RASC News Agency: Residents of Badakhshan have voiced strong discontent over what they see as the Taliban’s selective and ethnically biased enforcement of drug policies. While opium traders in Helmand and other southern provinces enjoy leniency and even Taliban collaboration, those in Badakhshan face brutal crackdowns, arrests, and severe punishment. Badakhshan, historically a major hub for poppy cultivation, has been subjected to strict Taliban-imposed prohibitions. Following their return to power, the Taliban vowed to eliminate drug production and take decisive action against traffickers. However, while these restrictions have been aggressively enforced in Badakhshan, locals argue that in Helmand and other Pashtun-dominated provinces, drug traffickers operate freely, often under Taliban protection.
Reports from the region indicate that Taliban authorities have ramped up surveillance in Badakhshan, resorting to intimidation and harsh penalties to force farmers to abandon opium cultivation.
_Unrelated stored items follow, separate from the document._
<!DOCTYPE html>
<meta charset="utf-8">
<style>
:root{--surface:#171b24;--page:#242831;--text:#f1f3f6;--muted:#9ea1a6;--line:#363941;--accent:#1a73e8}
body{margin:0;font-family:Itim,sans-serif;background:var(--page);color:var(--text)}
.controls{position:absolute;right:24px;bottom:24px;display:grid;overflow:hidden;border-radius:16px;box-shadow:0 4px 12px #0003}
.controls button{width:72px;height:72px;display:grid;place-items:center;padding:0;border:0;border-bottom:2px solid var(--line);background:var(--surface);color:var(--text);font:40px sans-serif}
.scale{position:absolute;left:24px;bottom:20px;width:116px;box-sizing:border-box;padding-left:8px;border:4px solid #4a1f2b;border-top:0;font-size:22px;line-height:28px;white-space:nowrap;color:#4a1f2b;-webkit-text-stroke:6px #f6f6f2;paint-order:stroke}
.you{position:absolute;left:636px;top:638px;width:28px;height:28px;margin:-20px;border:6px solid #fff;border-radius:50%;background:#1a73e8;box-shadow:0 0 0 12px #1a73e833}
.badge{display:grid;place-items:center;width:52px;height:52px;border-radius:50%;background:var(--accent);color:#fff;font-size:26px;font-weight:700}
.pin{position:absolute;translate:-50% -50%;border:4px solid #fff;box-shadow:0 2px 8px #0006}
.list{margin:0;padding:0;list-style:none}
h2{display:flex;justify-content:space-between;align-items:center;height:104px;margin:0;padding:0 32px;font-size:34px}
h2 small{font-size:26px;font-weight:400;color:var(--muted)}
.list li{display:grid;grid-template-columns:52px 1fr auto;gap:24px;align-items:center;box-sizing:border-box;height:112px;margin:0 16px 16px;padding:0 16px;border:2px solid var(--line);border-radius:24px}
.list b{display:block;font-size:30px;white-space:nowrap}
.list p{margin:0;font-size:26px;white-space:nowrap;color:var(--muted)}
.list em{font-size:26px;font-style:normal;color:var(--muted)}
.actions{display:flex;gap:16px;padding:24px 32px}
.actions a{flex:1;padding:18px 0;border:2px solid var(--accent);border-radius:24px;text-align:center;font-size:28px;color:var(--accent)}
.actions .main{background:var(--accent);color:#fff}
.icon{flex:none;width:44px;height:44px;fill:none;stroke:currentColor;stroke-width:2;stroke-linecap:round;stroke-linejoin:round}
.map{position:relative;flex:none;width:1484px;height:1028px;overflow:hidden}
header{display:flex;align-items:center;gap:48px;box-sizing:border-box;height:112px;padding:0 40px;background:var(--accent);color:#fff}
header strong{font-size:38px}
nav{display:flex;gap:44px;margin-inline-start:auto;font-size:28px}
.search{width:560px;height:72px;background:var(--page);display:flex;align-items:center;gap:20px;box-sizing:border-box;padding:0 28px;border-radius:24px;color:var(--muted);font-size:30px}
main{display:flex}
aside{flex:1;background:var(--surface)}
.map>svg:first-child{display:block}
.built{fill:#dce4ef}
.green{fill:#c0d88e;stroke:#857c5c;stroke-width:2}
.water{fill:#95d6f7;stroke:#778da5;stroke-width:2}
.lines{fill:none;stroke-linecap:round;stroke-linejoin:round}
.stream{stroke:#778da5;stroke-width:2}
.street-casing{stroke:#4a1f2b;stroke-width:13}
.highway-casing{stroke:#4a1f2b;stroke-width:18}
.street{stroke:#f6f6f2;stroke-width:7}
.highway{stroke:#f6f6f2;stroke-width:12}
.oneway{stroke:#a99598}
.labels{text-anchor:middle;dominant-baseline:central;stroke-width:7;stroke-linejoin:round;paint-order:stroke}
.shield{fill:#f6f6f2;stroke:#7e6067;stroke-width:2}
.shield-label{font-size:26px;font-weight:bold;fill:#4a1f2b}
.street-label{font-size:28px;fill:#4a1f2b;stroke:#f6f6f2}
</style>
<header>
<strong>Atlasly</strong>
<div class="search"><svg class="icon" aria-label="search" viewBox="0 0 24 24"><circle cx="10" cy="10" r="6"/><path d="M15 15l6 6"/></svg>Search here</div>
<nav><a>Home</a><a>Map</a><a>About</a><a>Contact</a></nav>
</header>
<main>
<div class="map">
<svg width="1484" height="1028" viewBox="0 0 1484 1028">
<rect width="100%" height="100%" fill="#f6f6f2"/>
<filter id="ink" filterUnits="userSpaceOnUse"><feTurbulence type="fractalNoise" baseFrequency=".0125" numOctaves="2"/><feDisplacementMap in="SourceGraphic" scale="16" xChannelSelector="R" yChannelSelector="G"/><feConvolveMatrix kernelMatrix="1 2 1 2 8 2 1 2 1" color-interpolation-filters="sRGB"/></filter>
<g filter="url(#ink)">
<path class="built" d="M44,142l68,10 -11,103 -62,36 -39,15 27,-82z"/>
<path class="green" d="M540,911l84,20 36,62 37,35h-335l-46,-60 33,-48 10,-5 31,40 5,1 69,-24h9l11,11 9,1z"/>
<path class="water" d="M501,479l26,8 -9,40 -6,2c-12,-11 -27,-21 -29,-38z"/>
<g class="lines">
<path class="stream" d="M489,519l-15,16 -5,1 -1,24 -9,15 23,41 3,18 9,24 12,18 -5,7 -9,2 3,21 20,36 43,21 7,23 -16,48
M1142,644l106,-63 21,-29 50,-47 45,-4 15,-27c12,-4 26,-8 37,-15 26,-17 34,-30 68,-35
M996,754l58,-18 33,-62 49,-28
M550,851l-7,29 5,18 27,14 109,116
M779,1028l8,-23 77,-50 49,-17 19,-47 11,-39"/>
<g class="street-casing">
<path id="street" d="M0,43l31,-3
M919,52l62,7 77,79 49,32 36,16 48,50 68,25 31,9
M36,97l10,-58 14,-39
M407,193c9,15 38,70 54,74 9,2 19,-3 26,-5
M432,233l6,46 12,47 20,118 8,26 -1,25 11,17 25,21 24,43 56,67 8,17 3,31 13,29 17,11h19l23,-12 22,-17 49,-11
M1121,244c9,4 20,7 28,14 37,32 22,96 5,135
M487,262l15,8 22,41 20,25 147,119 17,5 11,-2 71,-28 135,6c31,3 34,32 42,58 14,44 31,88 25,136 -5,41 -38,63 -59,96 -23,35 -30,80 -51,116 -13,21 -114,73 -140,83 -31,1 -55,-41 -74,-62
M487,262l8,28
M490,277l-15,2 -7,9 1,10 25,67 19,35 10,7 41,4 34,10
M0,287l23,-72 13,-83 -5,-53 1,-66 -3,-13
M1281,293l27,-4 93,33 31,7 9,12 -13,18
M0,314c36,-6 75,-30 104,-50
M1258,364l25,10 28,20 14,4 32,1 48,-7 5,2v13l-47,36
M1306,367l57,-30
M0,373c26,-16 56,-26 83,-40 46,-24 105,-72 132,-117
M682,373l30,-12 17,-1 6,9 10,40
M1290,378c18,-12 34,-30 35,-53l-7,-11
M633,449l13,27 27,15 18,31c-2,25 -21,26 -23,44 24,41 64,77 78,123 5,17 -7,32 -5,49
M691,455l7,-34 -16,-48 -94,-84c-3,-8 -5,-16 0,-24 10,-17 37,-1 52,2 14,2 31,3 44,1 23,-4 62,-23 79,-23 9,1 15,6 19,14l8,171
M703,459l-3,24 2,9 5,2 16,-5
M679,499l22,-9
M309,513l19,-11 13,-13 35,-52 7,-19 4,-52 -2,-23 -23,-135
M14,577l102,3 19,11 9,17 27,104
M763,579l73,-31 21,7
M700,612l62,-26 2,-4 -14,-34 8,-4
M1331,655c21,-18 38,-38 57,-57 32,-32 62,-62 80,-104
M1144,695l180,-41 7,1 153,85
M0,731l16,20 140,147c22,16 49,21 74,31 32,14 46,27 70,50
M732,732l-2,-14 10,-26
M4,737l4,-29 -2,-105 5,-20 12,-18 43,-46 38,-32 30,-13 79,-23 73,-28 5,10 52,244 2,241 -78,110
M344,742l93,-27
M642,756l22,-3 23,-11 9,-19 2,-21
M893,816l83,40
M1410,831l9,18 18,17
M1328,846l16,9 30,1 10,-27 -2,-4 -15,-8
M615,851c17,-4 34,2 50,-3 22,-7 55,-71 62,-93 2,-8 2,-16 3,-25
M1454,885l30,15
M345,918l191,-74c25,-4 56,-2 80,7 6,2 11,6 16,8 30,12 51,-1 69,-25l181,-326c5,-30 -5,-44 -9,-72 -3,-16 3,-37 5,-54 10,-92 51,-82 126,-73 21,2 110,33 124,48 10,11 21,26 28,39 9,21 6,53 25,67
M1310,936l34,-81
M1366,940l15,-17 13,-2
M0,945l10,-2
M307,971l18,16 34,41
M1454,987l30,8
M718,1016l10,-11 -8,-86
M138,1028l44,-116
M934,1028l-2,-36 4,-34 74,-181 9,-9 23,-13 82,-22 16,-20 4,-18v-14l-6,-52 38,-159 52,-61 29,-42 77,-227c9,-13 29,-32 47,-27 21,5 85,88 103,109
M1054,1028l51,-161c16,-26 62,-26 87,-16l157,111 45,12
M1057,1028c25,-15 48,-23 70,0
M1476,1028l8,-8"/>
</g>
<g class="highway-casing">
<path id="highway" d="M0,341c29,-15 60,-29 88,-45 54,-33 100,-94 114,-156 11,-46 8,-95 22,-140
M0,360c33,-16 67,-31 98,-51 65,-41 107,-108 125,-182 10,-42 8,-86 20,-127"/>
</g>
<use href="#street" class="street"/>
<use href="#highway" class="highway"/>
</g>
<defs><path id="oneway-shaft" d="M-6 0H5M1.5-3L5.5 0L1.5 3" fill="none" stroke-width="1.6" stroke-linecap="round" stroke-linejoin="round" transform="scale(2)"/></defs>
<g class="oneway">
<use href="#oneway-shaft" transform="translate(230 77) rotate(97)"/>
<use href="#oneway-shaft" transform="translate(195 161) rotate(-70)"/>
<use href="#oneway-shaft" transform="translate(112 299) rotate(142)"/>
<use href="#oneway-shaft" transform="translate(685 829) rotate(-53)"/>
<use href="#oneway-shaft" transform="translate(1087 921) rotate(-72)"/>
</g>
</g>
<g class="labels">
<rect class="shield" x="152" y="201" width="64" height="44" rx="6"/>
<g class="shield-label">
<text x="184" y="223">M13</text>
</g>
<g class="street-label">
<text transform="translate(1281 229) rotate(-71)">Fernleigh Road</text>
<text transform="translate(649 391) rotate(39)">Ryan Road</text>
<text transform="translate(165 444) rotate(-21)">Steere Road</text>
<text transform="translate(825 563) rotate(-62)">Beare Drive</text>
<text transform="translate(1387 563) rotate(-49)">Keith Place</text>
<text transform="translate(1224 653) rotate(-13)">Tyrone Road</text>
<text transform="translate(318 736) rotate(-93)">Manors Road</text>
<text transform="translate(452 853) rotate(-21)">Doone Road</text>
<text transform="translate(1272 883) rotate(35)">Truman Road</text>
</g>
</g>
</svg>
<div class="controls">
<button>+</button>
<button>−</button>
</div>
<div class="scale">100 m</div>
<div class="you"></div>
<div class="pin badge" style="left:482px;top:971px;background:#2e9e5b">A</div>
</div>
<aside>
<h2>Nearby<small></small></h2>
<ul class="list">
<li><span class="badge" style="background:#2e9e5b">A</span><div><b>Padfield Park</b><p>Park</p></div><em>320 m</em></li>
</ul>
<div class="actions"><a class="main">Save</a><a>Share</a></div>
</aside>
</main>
Meanwhile, traffickers are being systematically targeted and repressed under the pretext of eliminating the drug trade, which the Taliban claim fuels criminal networks. However, this selective enforcement has disproportionately affected impoverished farmers in Badakhshan, many of whom rely on opium production for survival. The Taliban’s apparent ethnic favoritism has left Badakhshan’s farmers in economic despair, as they struggle to find alternative sources of income. With local traffickers fearful of Taliban crackdowns, the once-thriving underground trade in the region has collapsed, pushing thousands into deeper poverty.
Many in Badakhshan believe the Taliban’s policies are driven by ethnic and sectarian bias, allowing southern traffickers to continue operations while violently suppressing those in the north. In a biting critique of this double standard, locals remark that in the Taliban’s version of Islamic law, drug trade is ‘forbidden’ for Badakhshan but ‘permissible’ in the south. This growing discontent underscores the widening ethnic and regional divisions in Taliban-controlled Afghanistan, raising serious concerns about governance, economic stability, and human rights under the regime.